Grand New Party
These are not your father’s Republicans.
Jan 28, 2013, Vol. 18, No. 19 • By NOEMIE EMERY
Ironies will never get stranger than that a rock-ribbed conservative from South Carolina would bring Diversity with a capital D to the old, white, and male Republican party, but that is what Jim DeMint, now leaving the Senate for a think tank, has done. He and the Tea Party have supported some clunkers—Sharron Angle and Christine O’Donnell in 2010, and Richard Mourdock most recently—but thanks in part to him and to it the GOP will have in 2013 two Hispanic senators from two big states, two Hispanic governors from blue states that went for Obama, two governors from two deep Southern states who are children of Indian immigrants, two rising-star women in the House and the Senate, and Tim Scott, who now fills DeMint’s seat as the only black serving in that body, and the fifth to serve there since Reconstruction.
Before this, Scott had won the House seat representing Charleston and in the primary defeated the son of one of the state’s white former governors as well as the son of Strom Thurmond. When a daughter of Indian immigrants appoints a black man from a background of poverty over the children of two white grandees in the home of Fort Sumter, something has changed in the South, in South Carolina, and certainly in the Republican party, which, when totting up its list of potential national candidates for 2016 and beyond, finds white males in the minority for the very first time.
The Republicans (and the conservative movement) now have an assortment of stars who are female and/or minority, but far fewer overall female and minority elected officials, and have a hard time winning votes from nonwhites and from unmarried women. Democrats, on the other hand, win big among nonwhites and (single) women, and have many more nonwhite and female elected officials, but—with the exception of the president—have few among them who are standouts by any description. In short, there is a quality/quantity split that should perplex both parties.
Among the Hispanics in Congress, for instance, Democrats have 25 against 8 for Republicans. But Republicans have 4 minority governors (2 of them female) to 1 for the Democrats, the sole black who is now in the Senate, and 3 minority senators to the Democrats’ 1. Republicans need to draw more votes from nonwhites and women; Democrats need to find more who can run on a national ticket. Why does the GOP, which gets few votes from these factions, produce and accept so many as leaders, while the Democrats, who have so many votes (and so many B-listers) struggle to find real stars?
The Democrats’ problem was first tagged in late 2010 by Josh Kraushaar of the National Journal, after the Tea Party wave in the midterm elections deposited Reps. Scott and Allen West, Sen. Marco Rubio, and governors Susana Martinez, Brian Sandoval, and Nikki Haley (who appointed Scott to the Senate) on the GOP’s beach. It was true that the Republicans had only 13 blacks, Hispanics, and Asian Americans in state or national office compared with 75 for the Democrats; but the bulk of the latter were mayors of largely black cities, or congressmen from specially crafted minority districts, elected as representatives of that minority, by largely minority votes.
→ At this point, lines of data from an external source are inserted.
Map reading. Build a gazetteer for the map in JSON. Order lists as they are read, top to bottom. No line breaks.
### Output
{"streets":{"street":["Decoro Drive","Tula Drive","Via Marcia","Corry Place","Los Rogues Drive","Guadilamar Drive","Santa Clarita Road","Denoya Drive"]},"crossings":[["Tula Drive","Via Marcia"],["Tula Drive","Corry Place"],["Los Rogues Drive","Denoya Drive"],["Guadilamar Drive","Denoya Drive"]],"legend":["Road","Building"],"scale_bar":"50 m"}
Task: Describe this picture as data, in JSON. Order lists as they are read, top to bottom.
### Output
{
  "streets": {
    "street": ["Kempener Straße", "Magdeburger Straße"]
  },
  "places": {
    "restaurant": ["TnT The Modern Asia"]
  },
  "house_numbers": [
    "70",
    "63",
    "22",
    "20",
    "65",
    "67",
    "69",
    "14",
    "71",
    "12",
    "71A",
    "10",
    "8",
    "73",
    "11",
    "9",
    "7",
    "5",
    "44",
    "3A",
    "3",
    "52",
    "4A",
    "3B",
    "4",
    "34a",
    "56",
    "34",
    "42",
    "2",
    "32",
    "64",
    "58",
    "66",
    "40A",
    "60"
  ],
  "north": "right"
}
In passing the Voting Rights Act of 1965, liberals not only struck down the rules that had kept blacks from voting, but added to them a new privilege in the process: the right to elect not merely someone who shared their opinions, but who shared their own background or race. To do this, they drained neighboring districts of their nonwhite voters, creating strange, convoluted electoral entities, guaranteed to elect blacks or Hispanics in perpetuity. (Republicans opposed this in principle, but backed it in practice, as carving out these safe seats for Democrats turned the surrounding districts into easier gets for themselves.) At first, this redistricting regime had the desired results, and caused a quick influx of nonwhites into Congress, but it also put a lid on their influence, and their potential to rise: Safe in their insular, one-party districts, they lacked the incentive to appeal to the diverse and more moderate voters who decide statewide and national races.
“The vast majority of black and Hispanic members hail from urban districts that don’t require crossover votes to win, or represent seats designed to elect minorities,” as Kraushaar wrote. “They are more liberal than the average Democrat, no less the average voter, making it more difficult to run statewide campaigns.” Nonwhite Republicans steer clear of these districts and choose to debut in more diverse venues, from which they emerge knowing how to talk to a much wider audience. Democrats find themselves locked in a ghetto, which offers the option of steady employment, but not too much opportunity to advance.